O poder da cultura como vetor de transformação social
"É fundamental fazermos uma reflexão sobre formas de utilizar a arte e a cultura como ferramentas de transformação social, promovendo a democratização do acesso da população feminina encarcerada a diferentes atividades."
Gabriela tinha 28 anos quando foi presa. Diarista, negra, mãe de 3 filhos com idades entre 3 e 10 anos. Cometeu o crime de tráfico de drogas, responsável pelo encarceramento de 54% das mulheres, segundo dados do Sistema Penitenciário Brasileiro de 2022. Na prisão, dividiu a cela com dezenas de mulheres que estavam na mesma situação — vulneráveis, abandonadas à própria sorte. Afinal, sabe-se que o homem, quando é preso, costuma receber a visita da mulher toda semana, que ainda traz comida preferida dele. Já a mulher, quando é presa, não recebe o mesmo tratamento.
Trata-se de uma história fictícia, mas que reflete a realidade de muitas mulheres. O Brasil tem a 3ª maior população feminina encarcerada do mundo, segundo levantamento do World Female Imprisonment List. Em 2022, eram mais de 40 mil mulheres e meninas presas em regime provisório ou condenadas, sendo 62% mulheres negras, de acordo com o Ministério da Justiça e Segurança Pública.
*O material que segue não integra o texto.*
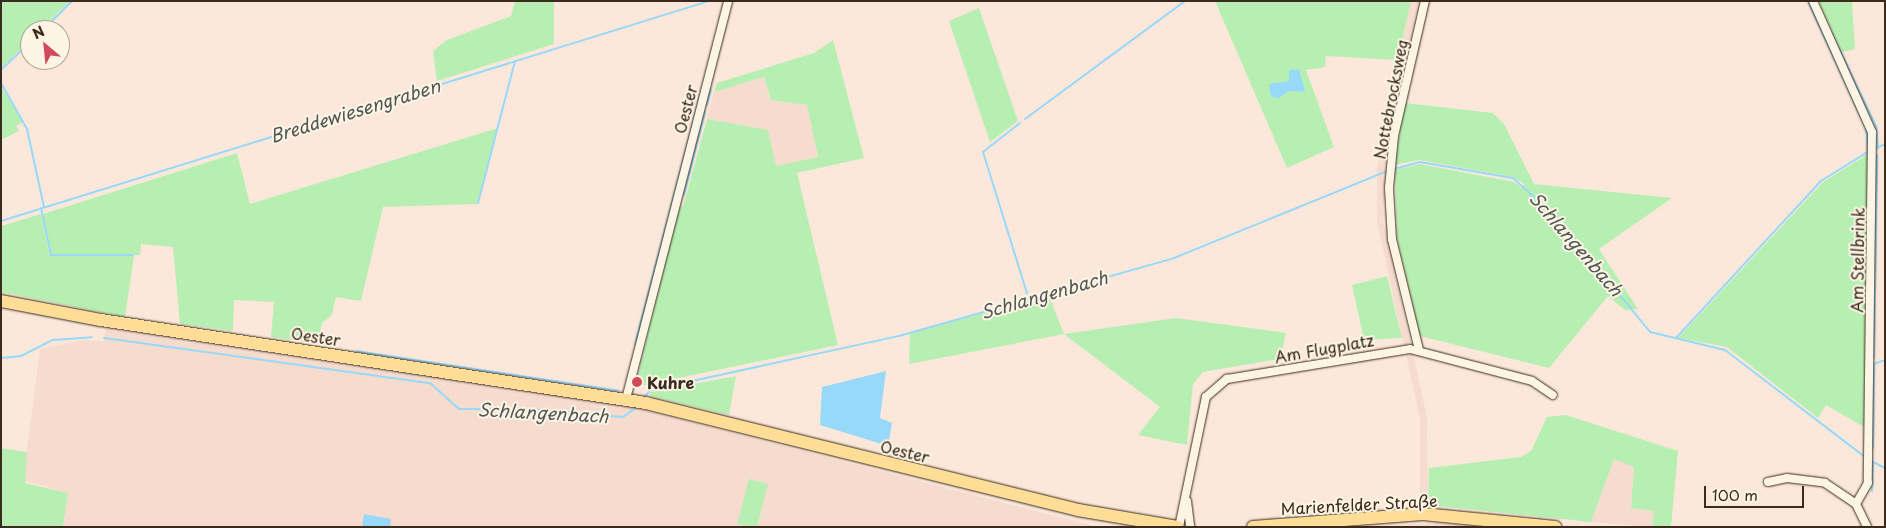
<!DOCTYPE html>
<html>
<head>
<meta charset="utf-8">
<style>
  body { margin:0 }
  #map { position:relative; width:1886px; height:528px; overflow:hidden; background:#fbe8da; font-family:"Playpen Sans",sans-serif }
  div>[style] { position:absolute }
  .built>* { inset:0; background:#f6dbcf }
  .green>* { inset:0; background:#b7efb2 }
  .water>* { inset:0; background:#98d9fa }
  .stream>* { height:2px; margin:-1px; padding:0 1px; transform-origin:1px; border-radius:1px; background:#98d9fa }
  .roads { filter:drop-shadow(0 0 1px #3b2a1e) drop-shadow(0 0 1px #3b2a1e) }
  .street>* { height:8px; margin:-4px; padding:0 4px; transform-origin:4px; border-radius:4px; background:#fcf5e5 }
  .primary>* { height:12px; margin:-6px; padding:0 6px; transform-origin:6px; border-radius:6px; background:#fedd96 }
  .dots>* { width:14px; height:14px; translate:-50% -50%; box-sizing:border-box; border:2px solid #fcf5e5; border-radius:50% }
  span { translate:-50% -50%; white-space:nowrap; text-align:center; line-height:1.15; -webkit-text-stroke:4px #fcf5e5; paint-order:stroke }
  .street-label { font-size:16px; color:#3b2a1e }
  .poi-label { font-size:16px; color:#3b2a1e; font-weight:700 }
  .left { translate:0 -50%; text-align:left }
  .water-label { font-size:18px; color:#525655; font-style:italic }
  .frame { position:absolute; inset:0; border:2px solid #3b2a1e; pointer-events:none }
  .north { position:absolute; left:20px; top:20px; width:50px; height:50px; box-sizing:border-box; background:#fcf5e5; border:1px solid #afa495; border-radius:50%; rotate:332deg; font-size:14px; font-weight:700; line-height:20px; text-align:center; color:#3b2a1e }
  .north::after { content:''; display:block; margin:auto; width:18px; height:22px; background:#d1495b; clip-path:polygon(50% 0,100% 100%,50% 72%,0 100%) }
  .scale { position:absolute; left:1704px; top:486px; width:100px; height:22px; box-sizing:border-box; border:2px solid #3b2a1e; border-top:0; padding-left:6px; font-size:15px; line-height:18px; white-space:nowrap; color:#3b2a1e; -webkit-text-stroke:4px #fcf5e5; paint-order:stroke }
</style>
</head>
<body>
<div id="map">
  <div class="built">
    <div style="clip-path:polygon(1411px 1px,1419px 1px,1397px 101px,1390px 100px)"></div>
    <div style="clip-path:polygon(764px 77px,771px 100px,807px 105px,818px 157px,776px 166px,768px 130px,707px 119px,714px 92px)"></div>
    <div style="clip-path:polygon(1388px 108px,1394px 109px,1387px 143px,1383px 220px,1411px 345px,1404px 346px,1377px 221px,1377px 169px)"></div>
    <div style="clip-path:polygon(106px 328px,632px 407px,1098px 527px,63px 527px,68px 493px,23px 480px,40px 349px,84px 340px,104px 341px)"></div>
    <div style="clip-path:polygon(1413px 354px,1427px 417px,1428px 505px,1420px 505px,1420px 418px,1406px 355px)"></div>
    <div style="clip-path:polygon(1613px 459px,1634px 466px,1631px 508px,1654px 511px,1652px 527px,1591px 522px)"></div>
    <div style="clip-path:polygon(1438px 523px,1491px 527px,1362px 527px)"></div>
  </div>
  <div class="green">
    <div style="clip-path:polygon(1px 1px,70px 1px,40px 30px,30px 30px,30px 40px,1px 68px)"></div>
    <div style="clip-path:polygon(515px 1px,554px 1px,554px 44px,437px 81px,433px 51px,447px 40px,511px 16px)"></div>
    <div style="clip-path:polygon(1215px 1px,1411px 1px,1398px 60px,1326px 56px,1325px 67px,1306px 70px,1334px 147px,1287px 168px)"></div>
    <div style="clip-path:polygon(1818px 1px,1852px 1px,1855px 49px,1842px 52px)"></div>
    <div style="clip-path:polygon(979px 8px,1018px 121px,990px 142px,949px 21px)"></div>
    <div style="clip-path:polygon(833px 40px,864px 158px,797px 173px,838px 345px,635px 387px,679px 206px,683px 207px,707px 119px,768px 130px,776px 166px,818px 157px,807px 105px,771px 100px,764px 77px,714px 92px,717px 83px,814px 53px)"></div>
    <div style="clip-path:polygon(1px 86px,23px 122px,16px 126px,19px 131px,1px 140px)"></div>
    <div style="clip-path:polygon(1405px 103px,1493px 113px,1504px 124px,1534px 184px,1672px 198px,1599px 249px,1638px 309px,1625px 310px,1608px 296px,1549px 368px,1420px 336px,1397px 238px,1395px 170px,1420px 164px,1514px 182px,1522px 188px,1524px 184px,1513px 177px,1419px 160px,1394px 165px)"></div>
    <div style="clip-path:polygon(498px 128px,477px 204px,383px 207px,361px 301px,336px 297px,332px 315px,322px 323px,318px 343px,271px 337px,274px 302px,234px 300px,233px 331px,180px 324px,173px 247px,141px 244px,140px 255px,51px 254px,43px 214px,237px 153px,250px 204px)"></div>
    <div style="clip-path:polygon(1868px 154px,1864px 427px,1826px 405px,1818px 418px,1727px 347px,1678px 338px,1823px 182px)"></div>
    <div style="clip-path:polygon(41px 214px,50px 256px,134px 256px,125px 317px,1px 292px,1px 226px)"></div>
    <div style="clip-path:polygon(1387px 276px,1402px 338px,1364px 340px,1352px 285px)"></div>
    <div style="clip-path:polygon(1049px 296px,1064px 334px,1176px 318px,1286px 333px,1280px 359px,1203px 372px,1193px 384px,1187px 445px,1138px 435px,1160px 407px,1064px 334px,909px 364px,910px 333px)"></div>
    <div style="clip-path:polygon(736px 376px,729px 415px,650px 396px,651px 392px)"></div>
    <div style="clip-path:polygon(1566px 415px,1678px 451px,1671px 527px,1652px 527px,1654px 511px,1631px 508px,1634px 467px,1614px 459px,1591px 522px,1428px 505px,1429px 468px,1521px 457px,1531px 451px,1547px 417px)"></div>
    <div style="clip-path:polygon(1px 448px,27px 452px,25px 483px,68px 493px,63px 527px,1px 527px)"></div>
    <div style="clip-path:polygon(749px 479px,768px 484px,757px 527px,737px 524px)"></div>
  </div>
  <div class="water">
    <div style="clip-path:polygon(1299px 69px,1305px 92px,1289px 91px,1279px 98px,1271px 97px,1269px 84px,1289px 81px,1289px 70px)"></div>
    <div style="clip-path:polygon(886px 371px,880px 418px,892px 423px,888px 446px,820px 425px,822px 387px)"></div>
    <div style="clip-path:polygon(364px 514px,391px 519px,390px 527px,362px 527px)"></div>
  </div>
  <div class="stream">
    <div style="left:1808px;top:1px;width:128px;rotate:65.4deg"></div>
    <div style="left:43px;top:30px;width:41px;rotate:-45deg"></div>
    <div style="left:1830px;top:30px;width:106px;rotate:64.4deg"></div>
    <div style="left:1876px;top:126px;width:21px;rotate:85deg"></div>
    <div style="left:1px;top:70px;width:40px;rotate:-44deg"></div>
    <div style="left:1px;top:83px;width:53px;rotate:60.5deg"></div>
    <div style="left:27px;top:129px;width:80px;rotate:77.7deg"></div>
    <div style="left:707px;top:105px;width:16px;rotate:-76deg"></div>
    <div style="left:1025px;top:119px;width:199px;rotate:-36.4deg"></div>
    <div style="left:1020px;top:123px;width:47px;rotate:141.9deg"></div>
    <div style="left:983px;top:152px;width:148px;rotate:72.7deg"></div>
    <div style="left:1866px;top:128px;width:23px;rotate:85deg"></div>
    <div style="left:1877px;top:148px;width:9px;rotate:-27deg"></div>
    <div style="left:1394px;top:169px;width:27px;rotate:-15deg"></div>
    <div style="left:1420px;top:162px;width:94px;rotate:9.8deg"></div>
    <div style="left:1513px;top:178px;width:58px;rotate:42.2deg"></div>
    <div style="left:1556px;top:217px;width:149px;rotate:50.7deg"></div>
    <div style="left:1650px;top:332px;width:77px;rotate:13.5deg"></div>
    <div style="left:1725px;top:350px;width:176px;rotate:37.4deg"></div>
    <div style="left:684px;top:195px;width:86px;rotate:-75.8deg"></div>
    <div style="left:478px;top:203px;width:147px;rotate:-75.4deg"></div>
    <div style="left:41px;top:208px;width:48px;rotate:78deg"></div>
    <div style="left:51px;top:255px;width:82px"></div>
    <div style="left:1px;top:221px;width:741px;rotate:-17.26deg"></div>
    <div style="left:104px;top:338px;width:329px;rotate:7.9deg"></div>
    <div style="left:430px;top:383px;width:39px;rotate:42deg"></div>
    <div style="left:459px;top:409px;width:70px"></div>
    <div style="left:529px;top:409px;width:94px;rotate:4.9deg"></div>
    <div style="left:623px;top:417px;width:17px;rotate:-36deg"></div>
    <div style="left:1676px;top:338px;width:214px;rotate:-47.3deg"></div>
    <div style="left:1821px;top:181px;width:57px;rotate:-32deg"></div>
    <div style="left:635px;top:344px;width:260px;rotate:-75.3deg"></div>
    <div style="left:356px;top:351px;width:266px;rotate:8.6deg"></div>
    <div style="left:1874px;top:357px;width:202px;rotate:-89.1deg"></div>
    <div style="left:1px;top:358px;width:20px;rotate:-6deg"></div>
    <div style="left:21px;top:356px;width:36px;rotate:-27deg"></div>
    <div style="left:53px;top:340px;width:39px;rotate:-4deg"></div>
    <div style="left:644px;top:397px;width:10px;rotate:-45deg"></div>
    <div style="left:651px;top:390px;width:254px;rotate:-12.3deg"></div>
    <div style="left:899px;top:336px;width:286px;rotate:-15.8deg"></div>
    <div style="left:1174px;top:258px;width:230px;rotate:-22.2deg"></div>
    <div style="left:1873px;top:448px;width:84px;rotate:-89.3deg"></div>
    <div style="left:1874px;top:364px;width:12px;rotate:-20deg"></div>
    <div style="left:1871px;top:461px;width:16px;rotate:27deg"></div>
    <div style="left:1872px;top:491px;width:29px;rotate:-88deg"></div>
  </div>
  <div class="roads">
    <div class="street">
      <div style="left:1813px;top:1px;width:144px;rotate:65.8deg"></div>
      <div style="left:1872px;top:132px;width:351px;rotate:90.7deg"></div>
      <div style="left:1868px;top:483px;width:24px;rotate:120deg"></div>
      <div style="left:1419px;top:350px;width:114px;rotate:-103.7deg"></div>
      <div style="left:1392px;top:239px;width:51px;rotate:-93.4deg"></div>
      <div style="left:1389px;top:188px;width:52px;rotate:-84.5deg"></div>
      <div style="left:1394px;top:136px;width:139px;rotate:-77.1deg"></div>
      <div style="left:626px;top:399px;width:411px;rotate:-75.6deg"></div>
      <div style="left:1768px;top:482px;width:19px;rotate:-12deg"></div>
      <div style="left:1787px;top:478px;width:38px;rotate:7deg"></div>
      <div style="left:1825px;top:483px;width:37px;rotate:34deg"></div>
      <div style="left:1856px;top:504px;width:25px;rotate:64deg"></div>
      <div style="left:1187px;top:501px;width:26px;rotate:83deg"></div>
      <div style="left:1179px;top:527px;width:133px;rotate:-78.3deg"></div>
      <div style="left:1206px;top:397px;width:28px;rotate:-41deg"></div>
      <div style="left:1227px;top:379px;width:185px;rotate:-9.3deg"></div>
      <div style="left:1410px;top:349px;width:126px;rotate:14.7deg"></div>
      <div style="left:1532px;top:381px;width:25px;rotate:34deg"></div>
    </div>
    <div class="primary">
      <div style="left:1px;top:301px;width:102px;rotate:10.8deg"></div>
      <div style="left:101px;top:320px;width:551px;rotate:8.66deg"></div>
      <div style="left:646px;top:403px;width:445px;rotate:13.9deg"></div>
      <div style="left:1078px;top:510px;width:101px;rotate:9.6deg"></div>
      <div style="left:1253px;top:527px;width:170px;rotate:-4.4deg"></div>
      <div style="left:1423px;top:514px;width:133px;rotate:5.6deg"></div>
    </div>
  </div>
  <div class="dots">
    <div style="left:637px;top:382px;background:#d1495b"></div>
  </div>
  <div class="street-label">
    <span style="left:1390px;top:99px;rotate:-79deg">Nottebrocksweg</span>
    <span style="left:685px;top:109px;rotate:-75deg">Oester</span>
    <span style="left:1857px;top:260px;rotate:-89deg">Am Stellbrink</span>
    <span style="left:316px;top:336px;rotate:9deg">Oester</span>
    <span style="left:1324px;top:348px;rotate:-10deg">Am Flugplatz</span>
    <span style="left:905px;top:451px;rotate:14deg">Oester</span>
    <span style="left:1359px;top:504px;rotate:-3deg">Marienfelder Straße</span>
  </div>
  <div class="poi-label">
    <span class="left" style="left:647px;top:382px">Kuhre</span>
  </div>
  <div class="water-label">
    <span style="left:355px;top:111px;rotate:-17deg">Breddewiesengraben</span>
    <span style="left:1576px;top:244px;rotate:49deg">Schlangenbach</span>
    <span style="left:1044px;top:295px;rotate:-16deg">Schlangenbach</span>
    <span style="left:543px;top:413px;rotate:3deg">Schlangenbach</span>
  </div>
  <div class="frame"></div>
  <div class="north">N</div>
  <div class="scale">100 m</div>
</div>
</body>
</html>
Por isso, é fundamental fazermos uma reflexão sobre formas de utilizar a arte e a cultura como ferramentas de transformação social, promovendo a democratização do acesso da população feminina encarcerada a diferentes atividades. Tal abordagem requer um olhar específico, direcionado a um grupo extremamente vulnerável que, historicamente, é excluído do pensamento em torno das políticas culturais no país. Utilizando como exemplo a atuação do Centro Cultural Justiça Federal (CCJF), trata-se de um equipamento cultural diferenciado por ser integrante da estrutura do Poder Judiciário, estando ligado ao Tribunal Regional Federal 2ª Região. Dentro do escopo dos projetos desenvolvidos, a maioria acontece dentro da instituição. Em 2023, o CCJF rompeu os muros que o separam das ruas e iniciou uma série de ações visando dialogar com públicos que têm pouco ou nenhum acesso a espaços culturais.
Uma delas é o projeto LibertArte, que leva sessões de cinema e atividades de corpo a dois presídios femininos da cidade do Rio de Janeiro, Talavera Bruce e Oscar Stevenson. Ele é fruto de um acordo de cooperação inédito assinado entre o CCJF e a Secretaria de Estado de Administração Penitenciária do Rio de Janeiro (SEAP RJ). A curadoria e produção dos cineclubes é realizada em parceria com a Mostra Geração do Festival do Rio, e o projeto de dança Corpo, Gesto e Afeto, com professoras da UFRJ e da UFF.
Apesar de recente, os resultados do projeto já são visíveis nos depoimentos das participantes. Uma delas declarou que a dança sempre a “ajudou a lidar com a depressão e ansiedade”; outra disse que “a iniciativa é libertadora para o corpo e a mente”. Além de democratizar o acesso à arte e cultura, espera-se que essas atividades funcionem, inclusive, como um possível caminho de reinserção no mercado de trabalho, afinal são muitas as oportunidades de atuação nesse setor.
Os direitos e condições para a criação e fruição cultural por grupos vulneráveis são conquistas a serem alcançadas aos poucos. É uma pauta na qual gestores e instituições culturais podem (e devem) assumir o protagonismo. Desta forma, acreditamos que justiça e cultura devem caminhar juntas, contribuindo para a construção de uma sociedade mais democrática e inclusiva.